En plein siècle dit « des Lumières », l’Europe est en proie à d’incessants conflits, menés sur terre comme sur mer, en Europe, en Amérique du Nord, aux Antilles ou encore en Inde.
Après les guerres générées par les successions d’Espagne, de Pologne et d’Autriche, un véritable conflit mondial, connu sous le nom de « guerre de Sept ans » (1756-1763), s’engage autour de Marie-Thérèse d’Autriche, qui souhaite reprendre la Silésie au roi de Prusse Frédéric II. Par un jeu d’alliances nouvelles, l’Autriche, la France, la Russie, la Pologne et la plupart des principautés allemandes s’opposent au petit royaume de Prusse et à son allié, l’Angleterre. Dans les colonies et sur mer, le conflit oppose essentiellement Français et Anglais. L’année 1759 est particulièrement victorieuse pour les Anglais, avec la conquête de la Guadeloupe, des succès au Canada et plusieurs victoires maritimes, dont une des plus emblématiques a lieu dans le Morbihan : c’est la bataille dite « des Cardinaux » ou « battle of Quiberon Bay », qui se tient le 20 novembre 1759 entre l’île d’Hoedic, la pointe du Croisic et l’île Dumet.
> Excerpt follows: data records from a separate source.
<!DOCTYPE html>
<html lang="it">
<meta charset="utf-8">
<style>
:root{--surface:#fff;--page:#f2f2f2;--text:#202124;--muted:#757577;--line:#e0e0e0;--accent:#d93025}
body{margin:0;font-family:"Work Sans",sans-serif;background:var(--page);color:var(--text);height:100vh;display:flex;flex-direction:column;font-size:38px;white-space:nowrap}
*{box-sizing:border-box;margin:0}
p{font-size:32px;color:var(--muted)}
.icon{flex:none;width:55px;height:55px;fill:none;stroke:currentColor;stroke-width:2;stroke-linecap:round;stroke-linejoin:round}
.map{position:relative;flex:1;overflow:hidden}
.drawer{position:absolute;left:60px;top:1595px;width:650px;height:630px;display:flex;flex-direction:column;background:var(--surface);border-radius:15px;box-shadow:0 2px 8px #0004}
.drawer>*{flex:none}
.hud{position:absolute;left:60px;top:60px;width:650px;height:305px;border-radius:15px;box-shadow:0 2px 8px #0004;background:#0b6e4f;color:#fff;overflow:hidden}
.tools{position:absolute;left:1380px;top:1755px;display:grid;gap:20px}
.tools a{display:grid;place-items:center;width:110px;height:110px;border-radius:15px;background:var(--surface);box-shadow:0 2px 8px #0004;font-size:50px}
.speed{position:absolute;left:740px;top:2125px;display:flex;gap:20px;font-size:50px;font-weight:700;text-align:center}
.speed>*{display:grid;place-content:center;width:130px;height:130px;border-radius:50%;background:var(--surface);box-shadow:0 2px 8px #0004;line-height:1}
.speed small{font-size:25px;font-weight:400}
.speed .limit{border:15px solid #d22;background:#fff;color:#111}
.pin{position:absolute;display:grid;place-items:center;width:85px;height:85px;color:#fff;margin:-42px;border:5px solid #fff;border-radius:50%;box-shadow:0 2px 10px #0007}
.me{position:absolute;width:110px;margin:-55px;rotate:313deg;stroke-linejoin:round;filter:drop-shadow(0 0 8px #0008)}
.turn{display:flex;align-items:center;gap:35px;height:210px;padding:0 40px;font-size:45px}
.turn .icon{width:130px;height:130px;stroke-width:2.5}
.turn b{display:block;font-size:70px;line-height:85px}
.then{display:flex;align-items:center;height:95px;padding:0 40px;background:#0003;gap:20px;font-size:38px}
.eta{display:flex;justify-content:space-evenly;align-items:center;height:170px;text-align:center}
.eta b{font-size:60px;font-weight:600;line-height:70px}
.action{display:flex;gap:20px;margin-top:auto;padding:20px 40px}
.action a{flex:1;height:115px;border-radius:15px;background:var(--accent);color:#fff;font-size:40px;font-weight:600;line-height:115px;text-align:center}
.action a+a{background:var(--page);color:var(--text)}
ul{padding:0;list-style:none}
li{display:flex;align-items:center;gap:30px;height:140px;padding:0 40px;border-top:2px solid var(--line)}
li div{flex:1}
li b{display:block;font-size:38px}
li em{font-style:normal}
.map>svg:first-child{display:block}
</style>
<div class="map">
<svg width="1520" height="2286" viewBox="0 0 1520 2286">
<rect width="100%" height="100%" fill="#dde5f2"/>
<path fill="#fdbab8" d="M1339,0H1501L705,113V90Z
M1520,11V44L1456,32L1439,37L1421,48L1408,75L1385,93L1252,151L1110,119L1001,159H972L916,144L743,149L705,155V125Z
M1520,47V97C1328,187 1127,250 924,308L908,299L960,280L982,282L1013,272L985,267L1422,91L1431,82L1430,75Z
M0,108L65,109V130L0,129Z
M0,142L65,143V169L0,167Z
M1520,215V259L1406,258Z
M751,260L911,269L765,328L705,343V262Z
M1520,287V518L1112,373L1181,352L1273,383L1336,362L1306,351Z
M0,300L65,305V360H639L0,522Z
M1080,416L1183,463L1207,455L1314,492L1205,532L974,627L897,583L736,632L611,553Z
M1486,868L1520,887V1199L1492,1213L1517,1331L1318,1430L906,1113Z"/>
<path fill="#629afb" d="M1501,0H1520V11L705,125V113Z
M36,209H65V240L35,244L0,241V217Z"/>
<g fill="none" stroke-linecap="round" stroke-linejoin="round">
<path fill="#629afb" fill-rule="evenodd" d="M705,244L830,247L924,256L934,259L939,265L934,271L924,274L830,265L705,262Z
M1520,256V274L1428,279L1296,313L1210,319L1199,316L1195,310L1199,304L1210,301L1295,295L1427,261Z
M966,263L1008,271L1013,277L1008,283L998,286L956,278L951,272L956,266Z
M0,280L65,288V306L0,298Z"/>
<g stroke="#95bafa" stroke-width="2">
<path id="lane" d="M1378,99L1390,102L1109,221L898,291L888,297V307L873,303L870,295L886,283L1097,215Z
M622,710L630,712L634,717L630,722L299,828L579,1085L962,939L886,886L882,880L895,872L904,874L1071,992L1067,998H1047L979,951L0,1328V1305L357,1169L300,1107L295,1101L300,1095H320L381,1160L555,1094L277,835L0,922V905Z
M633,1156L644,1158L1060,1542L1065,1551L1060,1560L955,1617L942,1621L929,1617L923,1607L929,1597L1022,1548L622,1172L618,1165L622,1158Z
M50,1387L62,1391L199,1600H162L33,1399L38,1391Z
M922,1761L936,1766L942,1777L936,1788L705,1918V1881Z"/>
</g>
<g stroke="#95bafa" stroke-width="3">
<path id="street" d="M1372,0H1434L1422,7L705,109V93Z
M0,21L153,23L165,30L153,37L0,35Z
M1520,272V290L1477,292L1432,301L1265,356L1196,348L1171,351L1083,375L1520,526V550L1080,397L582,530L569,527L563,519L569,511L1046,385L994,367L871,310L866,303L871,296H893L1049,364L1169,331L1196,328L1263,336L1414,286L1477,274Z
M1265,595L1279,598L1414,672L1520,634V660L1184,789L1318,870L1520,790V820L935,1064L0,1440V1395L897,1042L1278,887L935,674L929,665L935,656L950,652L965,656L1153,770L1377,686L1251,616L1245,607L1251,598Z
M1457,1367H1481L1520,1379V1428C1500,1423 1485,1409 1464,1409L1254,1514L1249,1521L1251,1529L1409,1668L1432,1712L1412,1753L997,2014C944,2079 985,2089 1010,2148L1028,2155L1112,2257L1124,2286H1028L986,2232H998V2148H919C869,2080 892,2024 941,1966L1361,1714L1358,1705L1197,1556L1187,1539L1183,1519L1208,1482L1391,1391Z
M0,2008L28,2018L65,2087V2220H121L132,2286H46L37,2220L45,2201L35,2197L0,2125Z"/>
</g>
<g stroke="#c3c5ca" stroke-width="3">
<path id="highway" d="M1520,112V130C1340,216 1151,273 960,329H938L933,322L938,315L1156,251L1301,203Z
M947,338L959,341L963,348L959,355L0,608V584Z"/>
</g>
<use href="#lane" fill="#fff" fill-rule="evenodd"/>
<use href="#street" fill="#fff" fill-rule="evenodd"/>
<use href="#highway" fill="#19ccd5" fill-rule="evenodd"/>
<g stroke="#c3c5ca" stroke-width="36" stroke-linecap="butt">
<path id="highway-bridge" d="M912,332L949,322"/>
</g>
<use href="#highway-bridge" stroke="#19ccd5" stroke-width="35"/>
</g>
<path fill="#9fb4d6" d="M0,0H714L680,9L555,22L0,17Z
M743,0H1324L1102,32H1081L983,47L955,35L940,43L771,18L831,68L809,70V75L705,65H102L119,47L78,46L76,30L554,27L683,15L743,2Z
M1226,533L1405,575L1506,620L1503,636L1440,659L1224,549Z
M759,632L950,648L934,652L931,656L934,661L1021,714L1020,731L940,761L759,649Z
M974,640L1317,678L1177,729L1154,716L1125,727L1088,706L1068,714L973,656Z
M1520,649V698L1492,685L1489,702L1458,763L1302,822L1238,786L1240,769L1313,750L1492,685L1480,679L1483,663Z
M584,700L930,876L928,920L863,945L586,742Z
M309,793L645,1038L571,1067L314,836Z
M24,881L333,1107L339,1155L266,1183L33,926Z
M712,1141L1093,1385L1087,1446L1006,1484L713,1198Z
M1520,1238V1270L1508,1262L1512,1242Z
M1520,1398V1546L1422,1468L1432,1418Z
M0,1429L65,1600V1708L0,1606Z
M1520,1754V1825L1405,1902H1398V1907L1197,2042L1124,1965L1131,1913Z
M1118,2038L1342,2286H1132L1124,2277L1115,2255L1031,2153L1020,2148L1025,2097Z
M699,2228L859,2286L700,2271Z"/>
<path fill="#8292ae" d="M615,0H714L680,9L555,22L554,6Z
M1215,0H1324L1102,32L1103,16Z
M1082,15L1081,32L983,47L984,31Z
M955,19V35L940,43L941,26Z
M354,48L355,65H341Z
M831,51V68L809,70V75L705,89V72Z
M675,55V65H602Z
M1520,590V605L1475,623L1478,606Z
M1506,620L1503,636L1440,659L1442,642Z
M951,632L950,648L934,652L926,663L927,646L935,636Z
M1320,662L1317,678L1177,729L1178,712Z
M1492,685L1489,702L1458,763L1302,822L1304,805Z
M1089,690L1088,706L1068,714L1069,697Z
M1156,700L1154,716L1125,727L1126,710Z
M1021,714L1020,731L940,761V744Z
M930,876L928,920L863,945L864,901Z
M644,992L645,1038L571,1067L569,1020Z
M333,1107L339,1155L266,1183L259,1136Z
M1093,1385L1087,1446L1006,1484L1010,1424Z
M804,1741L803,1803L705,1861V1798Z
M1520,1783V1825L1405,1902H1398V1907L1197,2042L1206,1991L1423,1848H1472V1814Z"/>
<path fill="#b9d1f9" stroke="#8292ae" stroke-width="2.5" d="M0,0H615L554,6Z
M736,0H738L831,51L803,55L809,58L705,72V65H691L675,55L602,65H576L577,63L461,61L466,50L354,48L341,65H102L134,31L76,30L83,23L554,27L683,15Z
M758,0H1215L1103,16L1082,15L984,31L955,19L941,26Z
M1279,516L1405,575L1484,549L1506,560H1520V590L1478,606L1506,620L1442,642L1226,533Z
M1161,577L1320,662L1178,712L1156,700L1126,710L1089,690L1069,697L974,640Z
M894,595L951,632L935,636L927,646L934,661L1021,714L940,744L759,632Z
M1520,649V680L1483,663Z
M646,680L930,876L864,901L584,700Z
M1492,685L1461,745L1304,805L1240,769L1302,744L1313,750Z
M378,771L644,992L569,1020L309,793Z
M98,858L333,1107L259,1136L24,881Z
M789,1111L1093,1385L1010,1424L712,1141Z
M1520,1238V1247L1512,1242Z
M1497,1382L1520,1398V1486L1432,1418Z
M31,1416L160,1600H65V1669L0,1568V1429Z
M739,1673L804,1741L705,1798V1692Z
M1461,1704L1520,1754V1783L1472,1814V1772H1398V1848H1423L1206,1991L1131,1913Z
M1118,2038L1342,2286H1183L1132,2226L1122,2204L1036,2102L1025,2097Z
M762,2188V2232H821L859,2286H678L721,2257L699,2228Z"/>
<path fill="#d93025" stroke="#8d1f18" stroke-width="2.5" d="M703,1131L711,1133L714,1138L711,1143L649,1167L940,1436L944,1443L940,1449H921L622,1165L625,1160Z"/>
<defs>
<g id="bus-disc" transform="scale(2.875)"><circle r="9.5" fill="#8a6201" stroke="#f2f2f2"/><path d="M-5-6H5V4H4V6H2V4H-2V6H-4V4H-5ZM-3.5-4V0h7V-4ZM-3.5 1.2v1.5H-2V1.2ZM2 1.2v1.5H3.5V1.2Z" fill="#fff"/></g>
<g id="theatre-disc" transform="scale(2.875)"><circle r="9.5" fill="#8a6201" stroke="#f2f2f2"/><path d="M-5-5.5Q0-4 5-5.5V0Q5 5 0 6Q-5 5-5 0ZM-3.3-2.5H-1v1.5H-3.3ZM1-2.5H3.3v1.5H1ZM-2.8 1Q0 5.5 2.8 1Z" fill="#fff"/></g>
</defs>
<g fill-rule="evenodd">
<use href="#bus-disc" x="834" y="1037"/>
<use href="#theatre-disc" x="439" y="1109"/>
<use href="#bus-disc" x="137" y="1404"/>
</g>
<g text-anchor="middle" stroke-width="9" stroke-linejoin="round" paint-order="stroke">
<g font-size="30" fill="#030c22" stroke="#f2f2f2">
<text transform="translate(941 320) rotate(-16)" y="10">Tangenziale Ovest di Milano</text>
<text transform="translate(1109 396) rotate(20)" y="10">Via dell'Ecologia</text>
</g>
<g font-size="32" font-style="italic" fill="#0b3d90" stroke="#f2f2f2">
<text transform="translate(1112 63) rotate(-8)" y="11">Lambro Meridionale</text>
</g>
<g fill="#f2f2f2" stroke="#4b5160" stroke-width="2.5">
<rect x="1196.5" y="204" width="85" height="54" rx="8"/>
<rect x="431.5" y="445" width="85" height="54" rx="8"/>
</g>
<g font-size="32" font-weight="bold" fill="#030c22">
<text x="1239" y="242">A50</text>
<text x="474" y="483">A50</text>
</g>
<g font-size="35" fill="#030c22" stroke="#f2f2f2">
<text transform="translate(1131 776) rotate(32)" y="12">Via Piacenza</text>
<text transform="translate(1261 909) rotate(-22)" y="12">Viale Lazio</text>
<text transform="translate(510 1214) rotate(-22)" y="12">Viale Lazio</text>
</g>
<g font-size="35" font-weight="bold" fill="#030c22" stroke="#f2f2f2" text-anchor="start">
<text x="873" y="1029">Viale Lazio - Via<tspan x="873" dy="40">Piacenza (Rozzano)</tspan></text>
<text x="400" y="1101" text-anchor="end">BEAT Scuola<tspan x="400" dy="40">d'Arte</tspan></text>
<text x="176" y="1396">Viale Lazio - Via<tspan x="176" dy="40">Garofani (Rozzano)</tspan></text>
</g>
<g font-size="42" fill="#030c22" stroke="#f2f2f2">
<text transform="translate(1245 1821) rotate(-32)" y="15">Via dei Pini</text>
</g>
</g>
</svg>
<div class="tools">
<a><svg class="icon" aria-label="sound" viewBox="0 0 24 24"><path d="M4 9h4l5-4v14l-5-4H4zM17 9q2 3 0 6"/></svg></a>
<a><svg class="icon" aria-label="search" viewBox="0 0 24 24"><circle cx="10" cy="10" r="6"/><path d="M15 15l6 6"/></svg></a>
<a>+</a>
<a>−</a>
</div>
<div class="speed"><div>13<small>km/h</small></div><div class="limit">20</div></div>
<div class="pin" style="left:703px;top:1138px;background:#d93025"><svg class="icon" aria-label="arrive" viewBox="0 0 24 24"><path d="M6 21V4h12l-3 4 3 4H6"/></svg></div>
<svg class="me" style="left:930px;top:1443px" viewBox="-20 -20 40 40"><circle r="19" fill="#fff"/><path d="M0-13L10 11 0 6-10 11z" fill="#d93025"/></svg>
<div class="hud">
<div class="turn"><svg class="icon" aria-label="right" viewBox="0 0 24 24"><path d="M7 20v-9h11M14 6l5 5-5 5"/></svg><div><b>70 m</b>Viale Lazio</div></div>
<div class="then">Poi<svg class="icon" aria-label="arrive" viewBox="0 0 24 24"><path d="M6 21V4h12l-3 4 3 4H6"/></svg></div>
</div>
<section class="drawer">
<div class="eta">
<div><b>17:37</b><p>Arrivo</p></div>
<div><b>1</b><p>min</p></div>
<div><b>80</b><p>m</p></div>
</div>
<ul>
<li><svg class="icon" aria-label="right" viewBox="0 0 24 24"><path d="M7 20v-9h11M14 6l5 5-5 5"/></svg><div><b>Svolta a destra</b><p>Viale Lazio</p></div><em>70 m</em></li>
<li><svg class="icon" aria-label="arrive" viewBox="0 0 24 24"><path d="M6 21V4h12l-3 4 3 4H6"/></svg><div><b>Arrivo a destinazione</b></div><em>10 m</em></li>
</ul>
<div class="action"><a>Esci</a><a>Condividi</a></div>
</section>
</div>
Le 14 novembre 1759, l’escadre de Brest, commandée par le maréchal de Conflans, prend la mer à destination du golfe du Morbihan en vue de convoyer des troupes pour un projet d’invasion de l’Angleterre mené par le duc d’Aiguillon. Le 20 novembre, dans le sud-ouest de Belle-Île, elle rencontre et prend en chasse une petite division anglaise, sous les ordres du commodore Duff. La supériorité numérique française est rapidement renversée par l’arrivée inattendue de la flotte de l’amiral Hawke et ses vingt-trois vaisseaux, que le maréchal de Conflans pensait loin derrière lui. La flotte française cesse sa chasse et le vent comme l’état de la mer rendent difficile sa remise en ordre. Le maréchal de Conflans décide alors de continuer sa route vers Quiberon, comptant sur l’agitation de la mer et les dangers des hauts fonds pour dissuader l’amiral Hawke de le suivre. La poursuite a néanmoins lieu, pendant laquelle un fort coup de vent désorganise les deux camps et empêche Conflans de rallier Quiberon. Le lendemain, le résultat de la bataille est sans appel : alors que les Anglais ont perdu deux navires et environ 300 hommes, il y a au moins 2 500 morts du côté français, avec cinq navires coulés, un navire capturé et le reste de la flotte parti se réfugier dans la Vilaine et la Charente.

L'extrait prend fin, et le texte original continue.